Re: [PATCH 1/3] prune-packed: fix a possible buffer overflow

2013-12-20 Thread Jeff King
On Thu, Dec 19, 2013 at 05:33:55PM +0100, Michael Haggerty wrote:

  But we don't loop on ENOENT. So if the rmdir happens in the middle,
  after the mkdir but before we call open again, we'd fail, because we
  don't treat ENOENT specially in the second call to open. That is
  unlikely to happen, though, as prune would not be removing a directory
  it did not just enter and clean up an object from (in which case we
  would not have gotten the first ENOENT in the creator). [...]
 
 The way I read it, prune tries to delete the directory whether or not
 there were any files in it.  So the race could be triggered by a single
 writer that wants to write an object to a not-yet-existent shard
 directory and a single prune process that encounters the directory
 between when it is created and when the object file is added.

Yes, that's true. It does make the race slightly more difficult than a
straight deletion because the prune has to catch it in the moment where
it exists but does not yet have an object. But it's still possible.

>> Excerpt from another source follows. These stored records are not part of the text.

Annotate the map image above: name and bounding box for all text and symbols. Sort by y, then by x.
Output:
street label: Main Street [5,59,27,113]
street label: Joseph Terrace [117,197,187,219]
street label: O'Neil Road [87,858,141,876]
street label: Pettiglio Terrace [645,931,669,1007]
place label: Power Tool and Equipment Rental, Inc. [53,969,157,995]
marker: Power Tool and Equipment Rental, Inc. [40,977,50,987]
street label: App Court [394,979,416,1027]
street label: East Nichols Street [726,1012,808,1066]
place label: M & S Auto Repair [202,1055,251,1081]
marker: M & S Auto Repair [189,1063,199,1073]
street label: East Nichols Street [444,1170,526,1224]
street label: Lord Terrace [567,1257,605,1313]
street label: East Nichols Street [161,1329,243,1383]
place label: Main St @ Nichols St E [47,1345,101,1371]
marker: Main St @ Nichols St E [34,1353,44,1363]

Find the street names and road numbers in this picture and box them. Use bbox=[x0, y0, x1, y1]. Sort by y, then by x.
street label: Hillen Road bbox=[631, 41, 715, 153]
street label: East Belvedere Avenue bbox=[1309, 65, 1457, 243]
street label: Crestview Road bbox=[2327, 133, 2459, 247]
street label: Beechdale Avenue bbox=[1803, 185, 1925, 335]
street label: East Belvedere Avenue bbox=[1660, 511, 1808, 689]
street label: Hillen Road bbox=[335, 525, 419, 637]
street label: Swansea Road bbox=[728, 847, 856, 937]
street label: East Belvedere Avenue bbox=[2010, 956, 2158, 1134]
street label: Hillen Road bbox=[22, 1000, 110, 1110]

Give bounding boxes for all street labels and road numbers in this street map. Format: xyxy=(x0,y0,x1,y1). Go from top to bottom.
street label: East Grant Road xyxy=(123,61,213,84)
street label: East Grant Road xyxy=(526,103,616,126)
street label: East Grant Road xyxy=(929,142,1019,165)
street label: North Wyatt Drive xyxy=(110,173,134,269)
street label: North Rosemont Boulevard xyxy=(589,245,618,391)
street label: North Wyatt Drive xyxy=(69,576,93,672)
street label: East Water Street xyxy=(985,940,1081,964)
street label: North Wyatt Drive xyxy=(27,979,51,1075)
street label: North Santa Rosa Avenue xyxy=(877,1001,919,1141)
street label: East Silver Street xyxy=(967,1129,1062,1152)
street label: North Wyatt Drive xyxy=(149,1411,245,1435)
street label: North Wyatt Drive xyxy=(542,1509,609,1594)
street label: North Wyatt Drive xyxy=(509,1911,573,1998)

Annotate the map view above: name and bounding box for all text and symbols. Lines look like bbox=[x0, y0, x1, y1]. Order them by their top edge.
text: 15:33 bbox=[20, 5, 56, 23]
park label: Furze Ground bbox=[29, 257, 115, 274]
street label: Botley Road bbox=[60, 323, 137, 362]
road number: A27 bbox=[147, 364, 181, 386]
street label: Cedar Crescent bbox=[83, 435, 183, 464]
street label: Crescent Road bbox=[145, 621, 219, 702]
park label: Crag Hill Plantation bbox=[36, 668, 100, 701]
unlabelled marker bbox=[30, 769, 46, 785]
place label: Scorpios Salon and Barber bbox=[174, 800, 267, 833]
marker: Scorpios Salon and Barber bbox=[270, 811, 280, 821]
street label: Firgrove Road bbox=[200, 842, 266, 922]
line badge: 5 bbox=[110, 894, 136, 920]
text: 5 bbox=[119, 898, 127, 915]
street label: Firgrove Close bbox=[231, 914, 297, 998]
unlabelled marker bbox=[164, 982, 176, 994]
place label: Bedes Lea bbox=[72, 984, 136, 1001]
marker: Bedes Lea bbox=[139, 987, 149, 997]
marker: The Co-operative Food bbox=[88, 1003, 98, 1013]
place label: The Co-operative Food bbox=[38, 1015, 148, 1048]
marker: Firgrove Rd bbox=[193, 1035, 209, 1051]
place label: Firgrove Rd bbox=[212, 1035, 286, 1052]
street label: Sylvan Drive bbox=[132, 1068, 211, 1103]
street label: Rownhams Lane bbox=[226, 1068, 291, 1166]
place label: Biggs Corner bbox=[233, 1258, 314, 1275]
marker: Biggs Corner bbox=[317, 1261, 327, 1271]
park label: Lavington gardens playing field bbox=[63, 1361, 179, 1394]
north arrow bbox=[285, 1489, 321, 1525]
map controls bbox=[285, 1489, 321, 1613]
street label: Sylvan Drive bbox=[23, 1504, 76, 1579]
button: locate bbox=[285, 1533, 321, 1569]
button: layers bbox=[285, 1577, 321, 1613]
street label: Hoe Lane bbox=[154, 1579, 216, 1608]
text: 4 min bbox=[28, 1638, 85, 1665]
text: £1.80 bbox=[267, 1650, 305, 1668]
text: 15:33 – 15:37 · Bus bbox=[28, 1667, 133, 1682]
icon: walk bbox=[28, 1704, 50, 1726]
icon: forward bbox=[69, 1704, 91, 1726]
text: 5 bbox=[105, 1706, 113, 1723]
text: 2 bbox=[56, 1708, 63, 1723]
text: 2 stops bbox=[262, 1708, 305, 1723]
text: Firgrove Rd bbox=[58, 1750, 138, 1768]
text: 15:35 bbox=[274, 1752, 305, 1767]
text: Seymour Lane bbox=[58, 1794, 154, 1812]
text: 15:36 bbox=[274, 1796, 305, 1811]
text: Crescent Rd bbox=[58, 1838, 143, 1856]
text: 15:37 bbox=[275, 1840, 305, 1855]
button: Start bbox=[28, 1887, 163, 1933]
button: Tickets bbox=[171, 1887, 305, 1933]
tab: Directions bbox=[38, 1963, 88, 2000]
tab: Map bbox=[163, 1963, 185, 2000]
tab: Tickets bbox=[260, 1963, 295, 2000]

 But that doesn't mean I disagree with your conclusion:

I think we're in violent agreement at this point. :)

 Regarding references:
 
  On a similar note, I imagine that a simultaneous branch foo/bar and
  branch -d foo/baz could race over the creation/deletion of
  refs/heads/foo, but I didn't look into it.
 
 Deleting a loose reference doesn't cause the directory containing it to
 be deleted.  The directory is only deleted by pack-refs (and then only
 when a reference in the directory was just packed) or when there is an
 attempt to create a new reference that conflicts with the directory.  So
 the question is whether the creation of a loose ref file is robust
 against the disappearance of a directory that it just created.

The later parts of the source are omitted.